Python Computing Supplement

Published

2024-02-18

Preface

This is a computing supplement to the main website that uses python, and in particular scikit-learn for modeling. The structure is similar to the website, but the content here shows how to use this software for each topic.

License

As this computing supplement will largely be adapting the book, we adopt here the same license, CC BY-NC-SA 4.0

Intended Audience

Readers should have used python before, but do not have to be experts. If you are new to python, we suggest taking a look at the Python Data Science Handbook.

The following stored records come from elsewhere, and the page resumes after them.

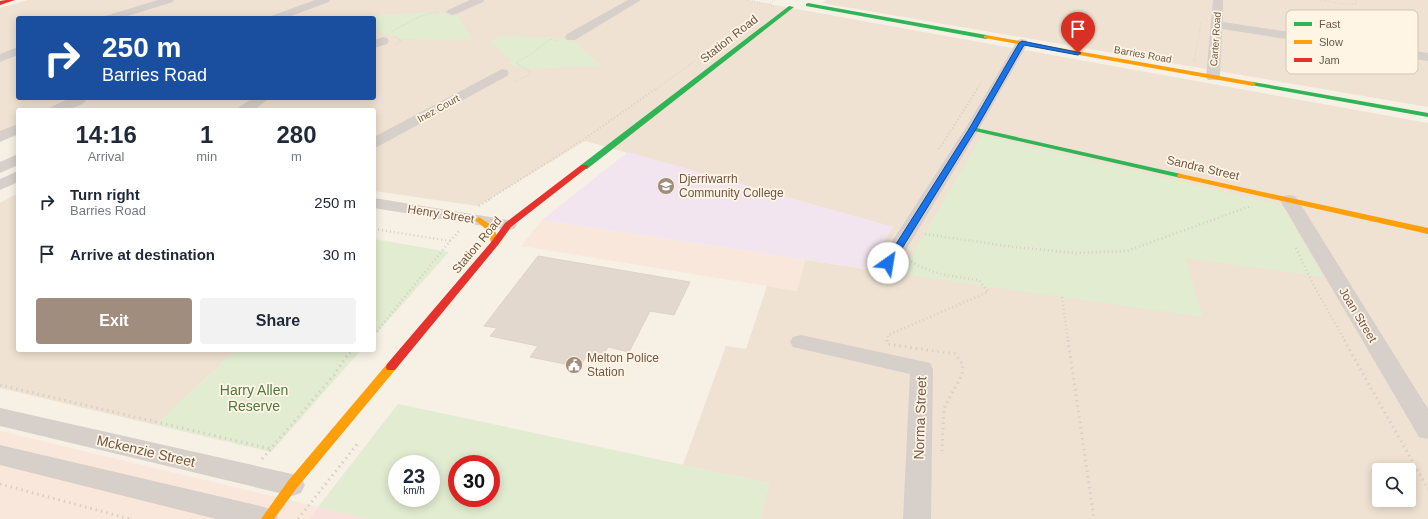 <!DOCTYPE html>
<style>
:root{--surface:#fff;--page:#f2f2f3;--text:#1f2937;--muted:#747a83;--accent:#a08d7e}
body{margin:0;font-family:Arial,sans-serif;background:var(--page);color:var(--text);height:100vh;display:flex;flex-direction:column;font-size:15px;white-space:nowrap}
*{box-sizing:border-box;margin:0}
p{font-size:13px;color:var(--muted)}
.icon{flex:none;width:22px;height:22px;fill:none;stroke:currentColor;stroke-width:2;stroke-linecap:round;stroke-linejoin:round}
.map{position:relative;flex:1;overflow:hidden}
.side{position:absolute;left:16px;top:108px;width:360px;height:244px;display:flex;flex-direction:column;background:var(--surface);border-radius:4px;box-shadow:0 2px 10px #0003}
.side>*{flex:none}
.banner{position:absolute;left:16px;top:16px;width:360px;height:84px;border-radius:4px;box-shadow:0 2px 10px #0003;background:#1a4fa0;color:#fff;overflow:hidden}
.fabs{position:absolute;left:1372px;top:463px;display:grid;gap:8px}
.fabs a{display:grid;place-items:center;width:44px;height:44px;border-radius:4px;background:var(--surface);box-shadow:0 2px 10px #0003;font-size:20px}
.speed{position:absolute;left:388px;top:455px;display:flex;gap:8px;font-size:20px;font-weight:700;text-align:center}
.speed>*{display:grid;place-content:center;width:52px;height:52px;border-radius:50%;background:var(--surface);box-shadow:0 2px 10px #0003;line-height:1}
.speed small{font-size:10px;font-weight:400}
.speed .limit{border:6px solid #d22;background:#fff;color:#111}
.pin{position:absolute;display:grid;place-items:center;width:34px;height:34px;color:#fff;margin:-41px -17px;border-radius:50% 50% 50% 0;rotate:-45deg;box-shadow:0 0 4px #0007}
.pin .icon{rotate:45deg}
.me{position:absolute;width:44px;margin:-22px;rotate:32deg;stroke-linejoin:round;filter:drop-shadow(0 0 3px #0008)}
.turn{display:flex;align-items:center;gap:14px;height:84px;padding:0 20px;font-size:18px}
.turn .icon{width:52px;height:52px;stroke-width:2.5}
.turn b{display:block;font-size:28px;line-height:34px}
.eta{display:flex;justify-content:space-evenly;align-items:center;height:68px;text-align:center}
.eta b{font-size:24px;font-weight:600;line-height:28px}
.primary-button{display:flex;gap:8px;margin-top:auto;padding:8px 20px}
.primary-button a{flex:1;height:46px;border-radius:4px;background:var(--accent);color:#fff;font-size:16px;font-weight:600;line-height:46px;text-align:center}
.primary-button a+a{background:var(--page);color:var(--text)}
ul{padding:0;list-style:none}
li{display:flex;align-items:center;gap:12px;height:52px;padding:0 20px}
li div{flex:1}
li b{display:block;font-size:15px}
li em{font-style:normal}
.map>svg:first-child{display:block}
.residential{fill:#efe2d2;fill-rule:evenodd}
.commercial{fill:#fae7db}
.education{fill:#f2e5ef}
.medical{fill:#f8e0dd}
.green{fill:#e1ecd0;fill-rule:evenodd}
.building{fill:#e2d8cd;stroke:#ded3c8}
.lines{fill:none;stroke-linecap:round;stroke-linejoin:round}
.path-far3{stroke:#d7cfc8;stroke-width:1.5;stroke-dasharray:0.5 2;stroke-linecap:butt}
.path-far2{stroke:#d7cfc8;stroke-width:2;stroke-dasharray:1 2.5;stroke-linecap:butt}
.path-far1{stroke:#d7cfc8;stroke-width:2.5;stroke-dasharray:1 3;stroke-linecap:butt}
.path{stroke:#d7cfc8;stroke-width:3;stroke-dasharray:1.5 4;stroke-linecap:butt}
.street{fill:#d7cfc9;fill-rule:evenodd}
.fast{fill:#30b455;fill-rule:evenodd}
.slow{fill:#ff9f0a;fill-rule:evenodd}
.jam{fill:#e5322d;fill-rule:evenodd}
.route{fill:#1a73e8;stroke:#114b97}
.labels{text-anchor:middle;stroke-width:3.5;stroke-linejoin:round;paint-order:stroke}
.far-street-label{font-size:10px;fill:#725747;stroke:#fff5e5}
.street-label{font-size:12px;fill:#725747;stroke:#fff5e5}
.poi-label{font-size:12px;fill:#725747;stroke:#fff5e5;text-anchor:start}
.near-park-label{font-size:14px;fill:#4f783f;stroke:#fff5e5}
.near-street-label{font-size:14px;fill:#725747;stroke:#fff5e5}
.key{fill:#fff5e5;stroke:#d5c6b6;stroke-width:1}
.key-label{font-size:11px;fill:#725747}
</style>
<div class="map">
<svg width="1428" height="519" viewBox="0 0 1428 519">
<rect width="100%" height="100%" fill="#f6f0e5"/>
<path class="residential" d="M28,0H747L1428,123V519H760L769,483L683,465L726,346L746,349L767,286L797,291L805,260L866,269L893,227L585,141L478,206L374,191V110H18V137L0,134V8ZM18,18H374V98H18ZM1379,470H1409V500H1379Z
M826,0H1428V107L822,3Z
M18,193V350H236L156,425L0,388V203Z"/>
<path class="commercial" d="M542,220L805,260L797,291L521,246Z
M0,431L318,507L309,519H0Z"/>
<path class="education" d="M628,152L893,227L866,269L542,220Z"/>
<path class="medical" d="M318,507L369,519H309Z"/>
<path class="green" d="M436,12L458,16L472,40L399,39L394,36L383,34L374,27V18H362L360,16Z
M501,36L556,38L574,42L602,66L528,69L508,65L512,61L490,41Z
M982,135L1282,205L1324,277L1185,258L1203,317L901,274Z
M374,239L449,252L374,336Z
M236,350H361L271,452L156,425Z
M398,404L769,483L760,519H369L318,507ZM397,464H431V498H397ZM457,464H491V498H457Z"/>
<path class="building" d="M538,256L690,282L674,315L650,311L629,352L608,347L603,356L588,353L580,367L530,357L538,346L490,336L497,328L484,326Z"/>
<g class="lines">
<path class="path-far3" d="M747,0L769,4
M1318,0L1344,4H1356L1357,1L1355,0
M772,6L769,4L775,0
M392,31L421,16L436,12L438,13
M395,37L401,40L396,45
M1194,61L1201,23
M514,82L529,75L530,71L516,63L530,55L550,39L559,41
M656,89L696,60
M977,89L981,82"/>
<path class="path-far2" d="M939,149L978,88
M488,200L587,137L657,88"/>
<path class="path-far1" d="M479,206L490,199
M374,229L450,241L374,335
M925,234L1014,247L1076,253L1127,251L1251,206
M450,241L459,231
M1296,248L1314,286L1345,341
M1062,297L1068,341
M887,341L888,335L988,292L979,280C955,277 929,274 909,260"/>
<path class="path" d="M887,340V344L955,354L963,365L962,375L944,408L942,451
M1068,340L1094,519
M1344,340L1428,489
M0,385L271,449
M262,459L334,375L348,354L353,350
M0,484L130,519
M298,519L358,443"/>
<path class="street" d="M158,0H174L173,2L121,18H103L105,16Z
M315,0H330L329,2L286,18H269L271,16Z
M470,0H484L483,2L456,14L452,15L446,12L448,10Z
M628,0H641L575,40H567L565,37L567,34Z
M1213,0H1223V22L1428,53V61L1222,29L1220,77L1218,80H1208L1206,77Z
M383,37L387,38L389,41L387,44L374,48V40Z
M1022,39L1026,40L1028,43L979,129L898,263L895,267L888,269L881,267L878,263L965,129L1016,43L1018,40Z
M18,47V55L0,62V54Z
M502,69L507,70L509,73L507,76L379,146L374,148V137Z
M70,98H88C80,110 62,110 49,110L51,107Z
M253,98H270L254,110H237L239,107Z
M18,124V134L0,142V131Z
M18,154V165L0,173V162Z
M18,171V182L0,190V179Z
M1289,195L1295,196L1298,200L1428,409V439L1419,437L1280,200L1283,196Z
M374,198L508,220L514,221L517,225L514,229L508,230L374,208Z
M801,335L930,363L933,369L931,519H903L910,374L793,347L790,342L793,337Z
M0,408L292,474L301,477L305,485L301,493L292,496L0,426Z
M0,445L264,507L274,511L278,519H216L0,465Z"/>
<path class="fast" d="M808,3L986,35L989,37L986,39L806,6V4Z
M789,6L794,7L587,169H581V165Z
M1253,82L1428,113V117L1251,85V83Z
M972,127L1181,174L1185,176L1181,178L970,130L968,129Z"/>
<path class="slow" d="M986,35L1253,82L1256,84L1253,86L984,38V36Z
M1178,174H1181L1428,228V234L1181,178H1178L1177,176Z
M479,217L494,227L499,243L498,245H492L487,230L475,220Z
M391,363L395,364L396,367L395,370L296,489L274,519H261L288,481L387,364Z"/>
<path class="jam" d="M6,0H15L0,5V1Z
M581,165H587L588,167L511,227L498,245L395,370H387L386,367L387,364L492,241L505,223Z"/>
</g>
<path class="route" d="M1022,41L1081,53L1078,55L1024,45L976,129L893,263L892,265H885L884,263L969,129L1019,43Z"/>
<defs>
<g id="school-disc" transform="scale(0.9)"><circle r="9.5" fill="#a08d7e" stroke="#fff5e5"/><path d="M0-5L7-2L0 1L-7-2ZM-4 1L0 2.5L4 1V4Q0 6-4 4Z" fill="#fff"/></g>
<g id="civic-disc" transform="scale(0.9)"><circle r="9.5" fill="#a08d7e" stroke="#fff5e5"/><path d="M-.6-6.5H3V-4.5H.6V-3L4-1V1h2V6H-6V1h2V-1L-.6-3ZM-1.2 2.5V6h2.4V2.5Z" fill="#fff"/></g>
</defs>
<g fill-rule="evenodd">
<use href="#school-disc" x="666" y="186"/>
<use href="#civic-disc" x="574" y="365"/>
</g>
<g class="labels">
<g class="far-street-label">
<text transform="translate(1215 39) rotate(-86)" y="4">Carter Road</text>
<text transform="translate(1143 54) rotate(10)" y="4">Barries Road</text>
<text transform="translate(438 108) rotate(-29)" y="4">Inez Court</text>
</g>
<g class="street-label">
<text transform="translate(729 39) rotate(-38)" y="4">Station Road</text>
<text transform="translate(1203 168) rotate(13)" y="4">Sandra Street</text>
<text transform="translate(441 214) rotate(9)" y="4">Henry Street</text>
<text transform="translate(477 245) rotate(-50)" y="4">Station Road</text>
<text transform="translate(1358 315) rotate(59)" y="4">Joan Street</text>
</g>
<g class="poi-label">
<text x="679" y="183">Djerriwarrh<tspan x="679" dy="14">Community College</tspan></text>
<text x="587" y="362">Melton Police<tspan x="587" dy="14">Station</tspan></text>
</g>
<g class="near-park-label">
<text x="254" y="395">Harry Allen<tspan x="254" dy="16">Reserve</tspan></text>
</g>
<g class="near-street-label">
<text transform="translate(920 418) rotate(-88)" y="5">Norma Street</text>
<text transform="translate(146 451) rotate(13)" y="5">Mckenzie Street</text>
</g>
</g>
<rect x="1286" y="10" width="132" height="64" rx="6" class="key"/>
<rect x="1294" y="22" width="18" height="4" fill="#30b455"/>
<rect x="1294" y="40" width="18" height="4" fill="#ff9f0a"/>
<rect x="1294" y="58" width="18" height="4" fill="#e5322d"/>
<g class="key-label">
<text x="1319" y="28">Fast</text>
<text x="1319" y="46">Slow</text>
<text x="1319" y="64">Jam</text>
</g>
</svg>
<div class="fabs">
<a><svg class="icon" aria-label="search" viewBox="0 0 24 24"><circle cx="10" cy="10" r="6"/><path d="M15 15l6 6"/></svg></a>
</div>
<div class="speed"><div>23<small>km/h</small></div><div class="limit">30</div></div>
<div class="pin" style="left:1078px;top:53px;background:#d93025"><svg class="icon" aria-label="arrive" viewBox="0 0 24 24"><path d="M6 21V4h12l-3 4 3 4H6"/></svg></div>
<svg class="me" style="left:888px;top:263px" viewBox="-20 -20 40 40"><circle r="19" fill="#fff"/><path d="M0-13L10 11 0 6-10 11z" fill="#1a73e8"/></svg>
<div class="banner">
<div class="turn"><svg class="icon" aria-label="right" viewBox="0 0 24 24"><path d="M7 20v-9h11M14 6l5 5-5 5"/></svg><div><b>250 m</b>Barries Road</div></div>
</div>
<section class="side">
<div class="eta">
<div><b>14:16</b><p>Arrival</p></div>
<div><b>1</b><p>min</p></div>
<div><b>280</b><p>m</p></div>
</div>
<ul>
<li><svg class="icon" aria-label="right" viewBox="0 0 24 24"><path d="M7 20v-9h11M14 6l5 5-5 5"/></svg><div><b>Turn right</b><p>Barries Road</p></div><em>250 m</em></li>
<li><svg class="icon" aria-label="arrive" viewBox="0 0 24 24"><path d="M6 21V4h12l-3 4 3 4H6"/></svg><div><b>Arrive at destination</b></div><em>30 m</em></li>
</ul>
<div class="primary-button"><a>Exit</a><a>Share</a></div>
</section>
</div>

You do not have to be a modeling expert either. We hope that you have used a linear or logistic regression before and understand basic statistical concepts such as correlation, variability, probabilities, etc.

How can I ask questions?

If you have questions about the content, it is probably best to ask on a public forum, like Stack Overflow for programmatic questions, or the data science or statistics Stack Exchange sites. You’ll most likely get a faster answer there if you take the time to ask the questions in the best way possible.

If you want a direct answer from us, you should follow what Max calls Yihui’s Rule: add an issue to GitHub (labeled as “Discussion”) first. It may take some time for us to get back to you.

Can I contribute?

There is a contributing page with details on how to get up and running to compile the materials and suggestions on how to help.

If you just want to fix a typo, you can make a pull request to alter the appropriate .qmd file.

Please feel free to improve the quality of this content by submitting pull requests.

Computing Notes

Quarto version 1.4.538 was used to compile and render the materials.

Python version 3.11.7 was used for computations. For the list of python packages used and their versions, see the Pipfile in the source repository.